More than 600 judges had participated in the program by November, and nearly 400 more have since, the spokesman said.

The information to be removed includes home addresses, Social Security numbers, bank account numbers and the addresses of the children’s schools and training centers, according to the spokesperson.

National Law Journal first announced that 1,000 judges have signed up so far for the program, which began with Congressional approval in anticipation of the recently passed Judge Privacy Act.

About 3,330 judges are eligible for the program and around 2,300 of them are actively working.

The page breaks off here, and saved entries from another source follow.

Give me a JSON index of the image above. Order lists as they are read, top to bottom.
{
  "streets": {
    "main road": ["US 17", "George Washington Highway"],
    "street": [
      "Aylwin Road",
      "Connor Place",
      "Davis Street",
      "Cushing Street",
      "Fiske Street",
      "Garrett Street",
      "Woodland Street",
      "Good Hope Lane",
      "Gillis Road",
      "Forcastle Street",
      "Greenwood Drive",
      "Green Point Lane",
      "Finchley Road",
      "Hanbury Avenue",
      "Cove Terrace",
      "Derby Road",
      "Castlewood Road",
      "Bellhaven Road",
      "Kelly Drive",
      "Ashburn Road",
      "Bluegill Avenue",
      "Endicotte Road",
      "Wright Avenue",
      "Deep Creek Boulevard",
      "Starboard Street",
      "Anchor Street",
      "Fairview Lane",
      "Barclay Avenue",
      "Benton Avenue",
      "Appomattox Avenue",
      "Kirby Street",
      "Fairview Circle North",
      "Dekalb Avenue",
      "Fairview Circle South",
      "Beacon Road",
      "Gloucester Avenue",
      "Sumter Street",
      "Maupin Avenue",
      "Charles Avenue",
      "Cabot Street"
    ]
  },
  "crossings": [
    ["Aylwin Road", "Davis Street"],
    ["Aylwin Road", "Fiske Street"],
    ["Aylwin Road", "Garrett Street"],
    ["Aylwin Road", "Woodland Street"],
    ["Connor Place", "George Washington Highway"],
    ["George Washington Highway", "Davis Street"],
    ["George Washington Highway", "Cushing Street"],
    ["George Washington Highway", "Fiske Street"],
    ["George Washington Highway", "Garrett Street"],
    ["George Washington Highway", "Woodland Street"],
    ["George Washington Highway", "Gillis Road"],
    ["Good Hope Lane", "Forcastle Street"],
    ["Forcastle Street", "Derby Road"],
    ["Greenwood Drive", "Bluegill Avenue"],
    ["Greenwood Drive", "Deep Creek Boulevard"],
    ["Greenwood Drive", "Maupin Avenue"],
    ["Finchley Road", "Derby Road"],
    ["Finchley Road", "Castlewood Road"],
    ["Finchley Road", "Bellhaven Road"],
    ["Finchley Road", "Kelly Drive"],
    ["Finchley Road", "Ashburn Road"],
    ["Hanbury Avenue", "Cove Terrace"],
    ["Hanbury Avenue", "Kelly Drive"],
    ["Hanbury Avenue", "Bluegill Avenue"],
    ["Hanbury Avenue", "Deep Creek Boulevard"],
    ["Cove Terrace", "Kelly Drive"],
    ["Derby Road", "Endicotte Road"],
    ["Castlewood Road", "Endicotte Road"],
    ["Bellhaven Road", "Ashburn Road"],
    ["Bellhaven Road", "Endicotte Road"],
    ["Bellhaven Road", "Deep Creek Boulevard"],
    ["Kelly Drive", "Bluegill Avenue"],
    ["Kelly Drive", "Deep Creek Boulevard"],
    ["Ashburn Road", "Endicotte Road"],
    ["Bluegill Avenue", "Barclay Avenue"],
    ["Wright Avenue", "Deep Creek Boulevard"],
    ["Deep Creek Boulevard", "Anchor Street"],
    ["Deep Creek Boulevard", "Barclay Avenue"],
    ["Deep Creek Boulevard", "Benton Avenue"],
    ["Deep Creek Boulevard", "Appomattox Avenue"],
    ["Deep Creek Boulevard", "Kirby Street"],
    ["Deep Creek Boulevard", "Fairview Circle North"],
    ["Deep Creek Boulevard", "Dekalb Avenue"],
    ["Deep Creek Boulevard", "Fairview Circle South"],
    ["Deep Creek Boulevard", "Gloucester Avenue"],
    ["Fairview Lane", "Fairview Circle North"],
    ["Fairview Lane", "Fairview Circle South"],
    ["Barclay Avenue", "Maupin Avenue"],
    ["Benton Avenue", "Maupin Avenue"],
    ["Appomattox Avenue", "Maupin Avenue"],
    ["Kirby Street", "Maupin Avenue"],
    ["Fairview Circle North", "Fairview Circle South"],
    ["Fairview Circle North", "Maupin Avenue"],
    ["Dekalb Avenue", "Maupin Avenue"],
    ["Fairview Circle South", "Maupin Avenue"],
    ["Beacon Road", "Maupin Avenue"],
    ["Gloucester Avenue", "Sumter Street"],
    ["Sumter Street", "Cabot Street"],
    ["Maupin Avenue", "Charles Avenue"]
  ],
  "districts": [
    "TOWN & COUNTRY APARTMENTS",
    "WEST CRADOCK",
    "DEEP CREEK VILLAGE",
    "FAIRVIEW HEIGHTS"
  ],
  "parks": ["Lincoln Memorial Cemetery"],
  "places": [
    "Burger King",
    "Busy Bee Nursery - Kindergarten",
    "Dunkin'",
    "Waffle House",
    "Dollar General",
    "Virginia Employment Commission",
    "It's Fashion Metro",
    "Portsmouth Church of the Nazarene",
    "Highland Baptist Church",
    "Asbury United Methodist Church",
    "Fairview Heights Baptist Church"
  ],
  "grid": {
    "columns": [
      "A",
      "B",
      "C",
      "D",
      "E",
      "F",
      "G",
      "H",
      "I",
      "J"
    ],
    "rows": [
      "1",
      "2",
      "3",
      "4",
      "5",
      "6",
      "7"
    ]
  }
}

The Supreme Court is conducting its own program to remove personally identifiable information for nine justices of that court.

In December, President Joe Biden signed the Daniel Anderl Judicial Security and Privacy Act, which limits how much personally identifiable information about federal judges can be seen in federal databases. It also restricts the resale of this information by data aggregators.

The law is named after the late son of U.S. District Judge Esther Salas.

In July 2020, a self-described “anti-feminist” lawyer posed as a delivery man when he went to the Salas’ home in New Jersey and fatally shot Daniel, who was celebrating his 20th birthday.

The gunman, Roy Den Hollander, shot Salas’ husband multiple times, seriously wounding him. The judge, who was in the basement of the home at the time, was not injured.

Hollander, who had gathered personal information about Salas from the Internet after appearing before her in the case, died later that day by suicide.